Kasus perambahan Kawasan Hutan dengan Tujuan Khusus (KHDTK) Universitas Mulawarman (Unmul) benar-benar membuat “pusing” aparat penegak hukum (APH).
KALTIMPOST.ID SAMARINDA-Balai Penegakkan Hukum (Gakkum) Kementerian Lingkungan Hidup (LH) wilayah Kalimantan tengah disebut bakal menjadwalkan pertemuan dengan kejaksaan.
Koordinasi tersebut untuk mengambil langkah terkait perkara perambahan Kebun Raya Unmul Samarinda (KRUS) bisa naik ke proses penyidikan. Artinya, Gakkum akan menetapkan pihak yang harus bertanggung jawab dari rusaknya hutan yang digunakan untuk kepentingan pendidikan tersebut.
Namun, Kepala Balai Gakkum LH Wilayah Kalimantan David Muhammad menegaskan, pihaknya belum bisa membeberkan secara detail perihal perkara tersebut. Pasalnya, masih ada langkah-langkah yang harus dijalankan penyidik Gakkum.
“Sabar ya, nanti kami sampaikan juga. Yang jelas, muncul dua perusahaan lain yang sedang didalami,” tegasnya.
Perihal kapan langkah koordinasi dengan kejaksaan, hal tersebut juga belum bisa disampaikan. “Pada intinya semua penyelidikan masih berjalan,” bebernya.
Sementara itu, Koordinator Inspektur Tambang Kaltim Djulson Kapuangan menjelaskan, pihaknya tidak ada mengambil langkah apa pun, sebatas koordinasi dengan Gakkum LH.
“Hanya beberapa waktu lalu itu saja. Karena kasusnya berada di luar konsesi, dan itu masuk dalam kategori ilegal, jadi kami menyerahkan seluruhnya ke aparat penegak hukum,” sebutnya.
Dijelaskannya pula, untuk mengeluarkan rekomendasi itu ranahnya pimpinan. “Itu kan di luar dari pada IUP. Artinya itu ilegal. Nanti dilihat dulu, apakah perusahaan itu melanggar atau ada oknum. Yang jelas itu di luar konsesi,” tegasnya.
Disampaikannya pula, inspektur tambang lebih bimbingan pengawasan terkait aspek teknis dan lingkungan untuk usaha pertambangan. Artinya itu yang berizin.

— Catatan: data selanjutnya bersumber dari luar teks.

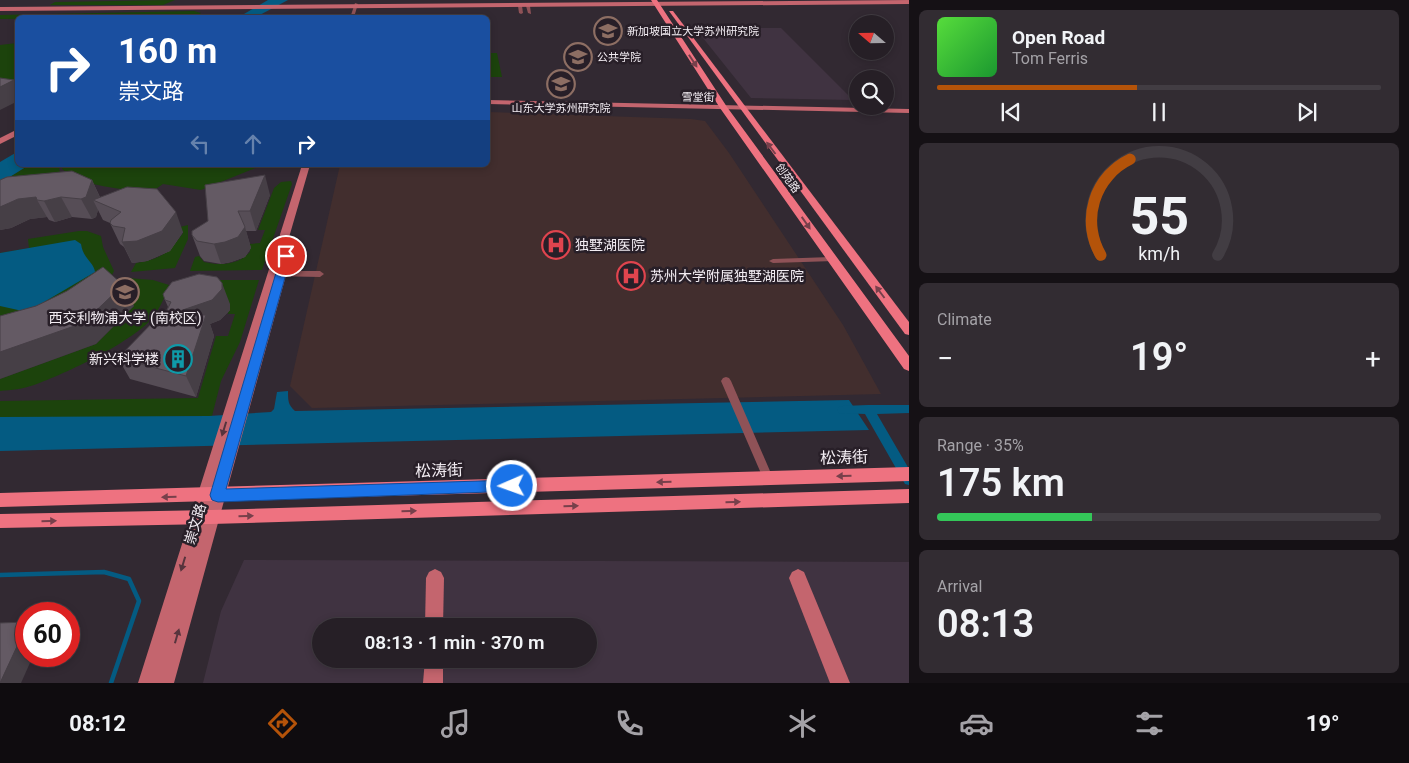 <!DOCTYPE html>
<meta charset="utf-8">
<style>
:root{--surface:#261f26;--page:#322c32;--text:#f1f3f6;--muted:#a4a2a7;--line:#423d43;--accent:#b45309}
body{margin:0;font-family:Roboto,"Noto Sans SC",sans-serif;background:var(--page);color:var(--text);height:100vh;display:flex;flex-direction:column;font-size:19px;white-space:nowrap}
*{box-sizing:border-box;margin:0}
p{font-size:16px;color:var(--muted)}
.icon{flex:none;width:28px;height:28px;fill:none;stroke:currentColor;stroke-width:2;stroke-linecap:round;stroke-linejoin:round}
.map{position:relative;flex:1;overflow:hidden}
.panel{display:flex;flex-direction:column;gap:10px;padding:10px;background:#151115;width:500px}
.panel>*{flex:none}
.guide{position:absolute;left:15px;top:15px;width:475px;height:152px;border-radius:8px;box-shadow:0 2px 8px #0003,0 0 0 1px var(--line);background:#1a4fa0;color:#fff;overflow:hidden}
.needle{width:32px;rotate:290deg}
.buttons{position:absolute;left:849px;top:15px;display:grid;gap:10px}
.buttons a{display:grid;place-items:center;width:45px;height:45px;border-radius:50%;background:var(--surface);box-shadow:0 2px 8px #0003,0 0 0 1px var(--line);font-size:25px}
.speed{position:absolute;left:15px;top:602px;display:flex;gap:10px;font-size:25px;font-weight:700;text-align:center}
.speed>*{display:grid;place-content:center;width:65px;height:65px;border-radius:50%;background:var(--surface);box-shadow:0 2px 8px #0003,0 0 0 1px var(--line);line-height:1}
.speed .limit{border:8px solid #d22;background:#fff;color:#111}
.pin{position:absolute;display:grid;place-items:center;width:42px;height:42px;color:#fff;margin:-21px;border:2px solid #fff;border-radius:50%;box-shadow:0 1px 5px #0007}
.me{position:absolute;width:55px;margin:-28px;rotate:268deg;stroke-linejoin:round;filter:drop-shadow(0 0 4px #0008)}
.turn{display:flex;align-items:center;gap:18px;height:105px;padding:0 20px;font-size:22px}
.turn .icon{width:65px;height:65px;stroke-width:2.5}
.turn b{display:block;font-size:35px;line-height:42px}
.lanes{display:flex;align-items:center;height:48px;padding:0 20px;background:#0003;justify-content:center;gap:25px;direction:ltr}
.lanes .off{opacity:.35}
.big{font-size:38px;font-weight:600;line-height:1.1}
.panel .card{flex:1;display:flex;flex-direction:column;justify-content:center;gap:8px;min-width:0;padding:0 18px;border-radius:8px;background:var(--page)}
.panel .dial{align-items:center;gap:0}
.dial svg{height:130px;overflow:visible;fill:none;stroke:var(--line);stroke-width:7;stroke-linecap:round;text-anchor:middle}
.dial text{fill:var(--text);stroke:none}
.song{display:flex;align-items:center;gap:15px}
.cover{width:60px;height:60px;border-radius:8px;background:linear-gradient(135deg,hsl(110 70% 55%),hsl(130 70% 35%))}
.played{height:5px;border-radius:2px;background:linear-gradient(90deg,var(--accent) 45%,var(--line) 45%)}
.keys{display:flex;justify-content:space-around;direction:ltr}
.heat{display:flex;justify-content:space-between;align-items:center;font-size:28px;direction:ltr}
.charge{height:8px;border-radius:4px;background:linear-gradient(90deg,#34c759 35%,var(--line) 0)}
.trip{position:absolute;left:312px;top:618px;width:285px;height:50px;border-radius:25px;background:var(--surface);box-shadow:0 2px 8px #0003,0 0 0 1px var(--line);font-weight:600;line-height:50px;text-align:center}
.menu{display:flex;height:80px;justify-content:space-around;align-items:center;background:#0f0c0f;color:var(--muted)}
.menu .icon{width:35px;height:35px}
.menu .on{color:var(--accent)}
.menu b{font-size:22px;color:var(--text)}
main{display:flex;flex:1;min-height:0}
.map>svg:first-child{display:block}
.commercial{fill:#403341;fill-rule:evenodd}
.medical{fill:#422e2e}
.green{fill:#1c430c}
.water{fill:#045b82}
.lines{fill:none;stroke-linecap:round;stroke-linejoin:round}
.stream{stroke:#045b82;stroke-width:4.5}
.canal{fill:#045b82;fill-rule:evenodd}
.street{fill:#8f5257;fill-rule:evenodd}
.secondary{fill:#c4656e;fill-rule:evenodd}
.primary{fill:#ee7280;fill-rule:evenodd}
.wall{fill:#564d56}
.shaded-wall{fill:#463f46}
.building{fill:#645a64;stroke:#463f46}
.oneway{fill:#77404b}
.oneway2{fill:#57343d}
.route{fill:#1a73e8;stroke:#114b97}
.labels{text-anchor:middle;stroke-width:5;stroke-linejoin:round;paint-order:stroke}
.far-poi-label{font-size:11px;fill:#f3edf3;stroke:#281f28;text-anchor:start}
.far-street-label{font-size:11px;fill:#f3edf3;stroke:#281f28}
.poi-label{font-size:14px;fill:#f3edf3;stroke:#281f28;text-anchor:start}
.street-label{font-size:14px;fill:#f3edf3;stroke:#281f28}
.near-street-label{font-size:16px;fill:#f3edf3;stroke:#281f28}
</style>
<main>
<div class="map">
<svg width="909" height="683" viewBox="0 0 909 683">
<rect width="100%" height="100%" fill="#322932"/>
<g class="commercial">
<polygon points="695,28 781,28 853,100 751,98"/>
<path d="M244 560 909 562V683H203L221 611ZM321 626H589V659H321Z"/>
</g>
<polygon class="medical" points="488,112 691,119 705,121 729,153 843,325 881,394 312,408 290,386 340,165 488,165"/>
<g class="green">
<polygon points="175,0 163,5 50,5 55,2"/>
<polygon points="194,11 201,13 196,17 0,19 0,15"/>
<polygon points="17,43 17,85 0,93 0,45"/>
<polygon points="488,53 497,53 502,77 488,77"/>
<polygon points="29,165 59,165 60,175 0,183"/>
<path d="M64 165H263L201 190 163 184 150 193C122 188 84 188 62 169Z"/>
<path d="M291 181 292 184 262 270 190 271 195 257 199 256 204 262C220 266 238 265 250 252V244L260 243 265 230H258L274 188 281 182Z"/>
<path d="M188 225V239L175 268 131 272 136 263C161 259 169 253 183 233L180 227Z"/>
<polygon points="79,231 87,231 101,236 103,247 114,271 112,275 0,327 0,253 29,248 28,239"/>
<path d="M128 278 153 280 169 285C165 296 161 306 154 316 135 341 65 374 34 385 23 389 11 390 0 391V379L96 344 134 306 124 287Z"/>
<polygon points="185,280 259,280 240,342 221,381 212,416 0,420 0,401 198,398 216,336 228,336 235,314 228,314 230,304 225,298"/>
</g>
<g class="water">
<polygon points="268,0 288,0 256,17 237,18"/>
<polygon points="17,152 18,165 29,165 0,183 0,162"/>
<path d="M75 240 81 244C83 259 94 262 95 272L27 312 0 306V253Z"/>
<path d="M288 391C288 400 288 405 295 411L849 400 869 430 0 451V417L209 416 271 412 274 409 277 392Z"/>
</g>
<g class="lines">
<polyline class="stream" points="0,575 104,572 129,579 139,601 111,683"/>
<polygon class="canal" points="868,405 909,405 909,413 877,414 909,469 909,485 905,484 865,414 839,413 837,410 839,407 843,406"/>
<g class="street">
<polygon points="355,3 358,4 354,17 350,18"/>
<polygon points="520,5 522,6 523,13 521,14 519,13 518,6"/>
<polygon points="528,5 530,6 531,14 528,13 526,6"/>
<polygon points="831,257 834,257 835,259 834,261 773,263 769,261 773,259"/>
<polygon points="275,271 320,271 324,274 320,277 272,276 271,274"/>
<polygon points="726,377 729,378 731,381 773,478 772,481 768,483 764,481 763,478 721,381 723,378"/>
</g>
<g class="secondary">
<polygon points="909,0 909,4 0,11 0,7"/>
<polygon points="488,100 909,109 909,113 488,104"/>
<polygon points="18,129 18,135 0,144 0,138"/>
<polygon points="302,165 310,165 281,265 288,268 174,683 138,683"/>
<polygon points="435,569 441,572 444,578 443,626 425,626 426,578 429,572"/>
<polygon points="798,569 804,572 850,683 830,683 789,578 792,572"/>
<polygon points="425,659 443,659 443,683 423,683"/>
</g>
<g class="primary">
<polygon points="651,0 657,0 727,107 909,356 909,371 904,369 720,108"/>
<polygon points="669,11 673,11 909,322 909,335 905,334"/>
<polygon points="909,467 909,481 0,507 0,493"/>
<polygon points="909,489 909,503 211,524 0,528 0,514 211,510"/>
</g>
</g>
<g class="wall">
<polygon points="7,177 92,180 100,197 183,232 170,251 147,261 132,263 124,247 120,244 110,223 103,220 98,210 96,217 92,219 72,217 55,222 49,220 47,217 30,219 11,228 0,230"/>
<polygon points="270,195 256,231 246,231 251,248 245,257 231,262 221,264 204,261 200,256 192,235 208,221"/>
<polygon points="165,300 230,304 230,310 220,320 210,324 214,336 196,397 130,379 118,358 164,316 168,307"/>
</g>
<g class="shaded-wall">
<polygon points="14,80 18,87 18,101 0,110 0,87"/>
<polygon points="265,175 270,195 256,231 250,211"/>
<polygon points="92,180 101,200 93,200 98,210 96,217 92,219 81,199"/>
<polygon points="36,197 37,200 47,217 30,219 11,228 0,230 0,207 18,199"/>
<polygon points="61,197 72,217 55,222 44,201"/>
<polygon points="176,212 183,232 170,251 147,261 132,263 122,242"/>
<polygon points="245,227 251,248 245,257 231,262 221,264 214,244"/>
<polygon points="222,283 230,304 230,310 220,320 210,324 214,336 196,397 186,376 168,315"/>
<polygon points="123,285 134,306 96,344 0,379 0,352"/>
<polygon points="26,627 26,656 33,656 21,683 0,683"/>
</g>
<g class="building">
<polygon points="0,78 14,80 0,87"/>
<polygon points="72,171 92,180 86,197 81,199 61,197 44,201 37,200 36,197 18,199 0,207 0,180 7,177"/>
<polygon points="265,175 250,211 238,211 245,227 238,237 225,242 214,244 197,241 192,235 192,231 208,221 205,185"/>
<polygon points="127,187 157,189 176,212 162,231 137,241 122,242 125,228 113,226 110,223 111,220 121,212 93,200"/>
<polygon points="103,267 123,285 83,323 0,352 0,316 36,306 67,291"/>
<polygon points="199,274 217,277 222,283 222,289 212,300 168,315 206,315 186,376 118,358 158,317 164,316 171,302 165,300 163,294 172,282"/>
<polygon points="26,622 26,627 0,683 0,623"/>
</g>
<defs><path id="oneway-solid" d="M-6-.8H1V-3.2L6.5 0L1 3.2V.8H-6Z" transform="scale(1.25)"/></defs>
<g class="oneway">
<use href="#oneway-solid" transform="translate(693 61) rotate(57)"/>
<use href="#oneway-solid" transform="translate(771 148) rotate(-127)"/>
<use href="#oneway-solid" transform="translate(806 223) rotate(55)"/>
<use href="#oneway-solid" transform="translate(880 292) rotate(-127)"/>
<use href="#oneway-solid" transform="translate(844 476) rotate(178)"/>
<use href="#oneway-solid" transform="translate(664 482) rotate(178)"/>
<use href="#oneway-solid" transform="translate(169 497) rotate(179)"/>
<use href="#oneway-solid" transform="translate(733 502) rotate(-2)"/>
<use href="#oneway-solid" transform="translate(571 506) rotate(-2)"/>
<use href="#oneway-solid" transform="translate(409 511) rotate(-2)"/>
<use href="#oneway-solid" transform="translate(246 516) rotate(-2)"/>
<use href="#oneway-solid" transform="translate(49 521) rotate(-1)"/>
</g>
<g class="oneway2">
<use href="#oneway-solid" transform="translate(224 429) rotate(107)"/>
<use href="#oneway-solid" transform="translate(183 564) rotate(107)"/>
<use href="#oneway-solid" transform="translate(177 636) rotate(-74)"/>
</g>
<polygon class="route" points="286,253 291,256 226,489 512,480 517,482 519,486 517,491 218,502 212,500 210,495 281,256"/>
<defs>
<symbol id="university-ring" viewBox="-11 -11 22 22"><circle r="9.5" fill="#281f28" stroke="#8d6e63" stroke-width="1.5"/><path d="M0-5L7-2L0 1L-7-2ZM-4 1L0 2.5L4 1V4Q0 6-4 4Z" fill="#8d6e63"/></symbol>
<symbol id="hospital-ring" viewBox="-11 -11 22 22"><circle r="9.5" fill="#281f28" stroke="#e0444e" stroke-width="1.5"/><path d="M-5-5h3v3.5h4V-5h3V5h-3V1.5h-4V5h-3Z" fill="#e0444e"/></symbol>
<symbol id="building-ring" viewBox="-11 -11 22 22"><circle r="9.5" fill="#281f28" stroke="#0f9aa8" stroke-width="1.5"/><path d="M-4-6H4V6H1V3H-1V6H-4ZM-2.5-4.3h1.7v1.8h-1.7ZM.8-4.3h1.7v1.8H.8ZM-2.5-1h1.7V.8h-1.7ZM.8-1h1.7V.8H.8Z" fill="#0f9aa8"/></symbol>
</defs>
<g fill-rule="evenodd">
<use href="#university-ring" x="592" y="15" width="32" height="32"/>
<use href="#university-ring" x="562" y="41" width="32" height="32"/>
<use href="#university-ring" x="545" y="68" width="32" height="32"/>
<use href="#hospital-ring" x="540" y="229" width="32" height="32"/>
<use href="#hospital-ring" x="615" y="260" width="32" height="32"/>
<use href="#university-ring" x="109" y="276" width="32" height="32"/>
<use href="#building-ring" x="162" y="343" width="32" height="32"/>
</g>
<g class="labels">
<g class="far-poi-label">
<text x="627" y="35">新加坡国立大学苏州研究院</text>
<text x="597" y="61">公共学院</text>
<text x="561" y="112" text-anchor="middle">山东大学苏州研究院</text>
</g>
<g class="far-street-label">
<text transform="translate(698 97) rotate(1)" y="4">雪堂街</text>
<text transform="translate(788 178) rotate(55)" y="4">创苑路</text>
</g>
<g class="poi-label">
<text x="575" y="250">独墅湖医院</text>
<text x="650" y="281">苏州大学附属独墅湖医院</text>
<text x="125" y="323" text-anchor="middle">西交利物浦大学 (南校区)</text>
<text x="159" y="364" text-anchor="end">新兴科学楼</text>
</g>
<g class="street-label">
<text transform="translate(195 524) rotate(-73)" y="5">崇文路</text>
</g>
<g class="near-street-label">
<text transform="translate(844 457) rotate(-2)" y="6">松涛街</text>
<text transform="translate(439 470) rotate(-2)" y="6">松涛街</text>
</g>
</g>
</svg>
<div class="buttons">
<a><svg class="needle" viewBox="-14 -14 28 28"><path d="M0-13l5 13h-10z" fill="#e53935"/><path d="M0 13l5-13h-10z" fill="#a4a2a7"/></svg></a>
<a><svg class="icon" aria-label="search" viewBox="0 0 24 24"><circle cx="10" cy="10" r="6"/><path d="M15 15l6 6"/></svg></a>
</div>
<div class="speed"><div class="limit">60</div></div>
<div class="pin" style="left:286px;top:256px;background:#d93025"><svg class="icon" aria-label="arrive" viewBox="0 0 24 24"><path d="M6 21V4h12l-3 4 3 4H6"/></svg></div>
<svg class="me" style="left:512px;top:486px" viewBox="-20 -20 40 40"><circle r="17" fill="#1a73e8" stroke="#fff" stroke-width="3"/><path d="M0-11L8 9 0 5-8 9z" fill="#fff"/></svg>
<div class="trip">08:13 · 1 min · 370 m</div>
<div class="guide">
<div class="turn"><svg class="icon" aria-label="right" viewBox="0 0 24 24"><path d="M7 20v-9h11M14 6l5 5-5 5"/></svg><div><b>160 m</b>崇文路</div></div>
<div class="lanes"><svg class="icon off" aria-label="left" viewBox="0 0 24 24"><path d="M17 20v-9H6M10 6l-5 5 5 5"/></svg><svg class="icon off" aria-label="ahead" viewBox="0 0 24 24"><path d="M12 20V5M6 11l6-6 6 6"/></svg><svg class="icon" aria-label="right" viewBox="0 0 24 24"><path d="M7 20v-9h11M14 6l5 5-5 5"/></svg></div>
</div>
</div>
<section class="panel">
<div class="card">
<div class="song"><i class="cover"></i><div><b>Open Road</b><p>Tom Ferris</p></div></div>
<div class="played"></div>
<div class="keys"><svg class="icon" aria-label="previous" viewBox="0 0 24 24"><path d="M18 5L8 12l10 7zM5 5v14"/></svg><svg class="icon" aria-label="pause" viewBox="0 0 24 24"><path d="M8 5v14M16 5v14"/></svg><svg class="icon" aria-label="next" viewBox="0 0 24 24"><path d="M6 5l10 7-10 7zM19 5v14"/></svg></div>
</div>
<div class="card dial"><svg viewBox="0 0 100 80">
<path d="M14 69A42 42 0 1 1 86 69"/>
<path d="M14 69A42 42 0 0 1 32 10" stroke="#b45309"/>
<text x="50" y="56" font-size="32" font-weight="700">55</text>
<text x="50" y="72" font-size="11">km/h</text>
</svg></div>
<div class="card"><p>Climate</p>
<div class="heat"><a>−</a><b class="big">19°</b><a>+</a></div>
</div>
<div class="card"><p>Range · 35%</p><b class="big">175 km</b><div class="charge"></div></div>
<div class="card"><p>Arrival</p><b class="big">08:13</b></div>
</section>
</main>
<nav class="menu">
<b>08:12</b>
<svg class="icon on" aria-label="directions" viewBox="0 0 24 24"><path d="M12 3l9 9-9 9-9-9zM9 14v-3h6M13 9l2 2-2 2"/></svg>
<svg class="icon" aria-label="music" viewBox="0 0 24 24"><path d="M9 18V5l10-2v13"/><circle cx="6" cy="18" r="3"/><circle cx="16" cy="16" r="3"/></svg>
<svg class="icon" aria-label="phone" viewBox="0 0 24 24"><path d="M5 4h4l2 5-3 2q2 4 5 5l2-3 5 2v4C11 20 4 13 5 4z"/></svg>
<svg class="icon" aria-label="climate" viewBox="0 0 24 24"><path d="M12 3v18M4 7l16 10M4 17L20 7"/></svg>
<svg class="icon" aria-label="car" viewBox="0 0 24 24"><path d="M5 17H2v-5l4-1 3-4h7l3 4 3 1v5h-3M9 17h6M6 11h13"/><circle cx="7" cy="17" r="2"/><circle cx="17" cy="17" r="2"/></svg>
<svg class="icon" aria-label="filters" viewBox="0 0 24 24"><path d="M4 7h16M4 17h16"/><circle cx="9" cy="7" r="2"/><circle cx="15" cy="17" r="2"/></svg>
<b>19°</b>
</nav>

“Memang kami ada tim atau pokja yang menangani tambang ilegal, tapi itu berkedudukan di Jakarta. Tim itu bicara penindakan ilegal. Selama ini lebih banyak koordinasi dengan APH. Tim yang terbentuk itu unitnya belum lengkap. Itu nantinya seperti ada tim Gakkum. Nanti ada PPNS. Sementara ditangani pokja terkait illegal minning,” tegasnya.
Pihaknya hanya bersifat melaporkan. “Sebenarnya kalau inspektur tambang lebih ke arah situ. Secara tim sudah ada. Kalau untuk datang ke Kaltim sepertinya belum. Tim itu masih terbatas, jadi kami sifatnya membantu saja teman-teman Gakkum,” jelasnya.
Sebelumnya, Ketua Pokja 30 Buyung Marajo memberi tanggapannya terhadap aksipembabatan hutan KRUS. Menurutnya, sudah dilaporkan sejak 2024, itu membuktikan penegakan hukum lingkungan di Kalimantan Timur sangat lemah.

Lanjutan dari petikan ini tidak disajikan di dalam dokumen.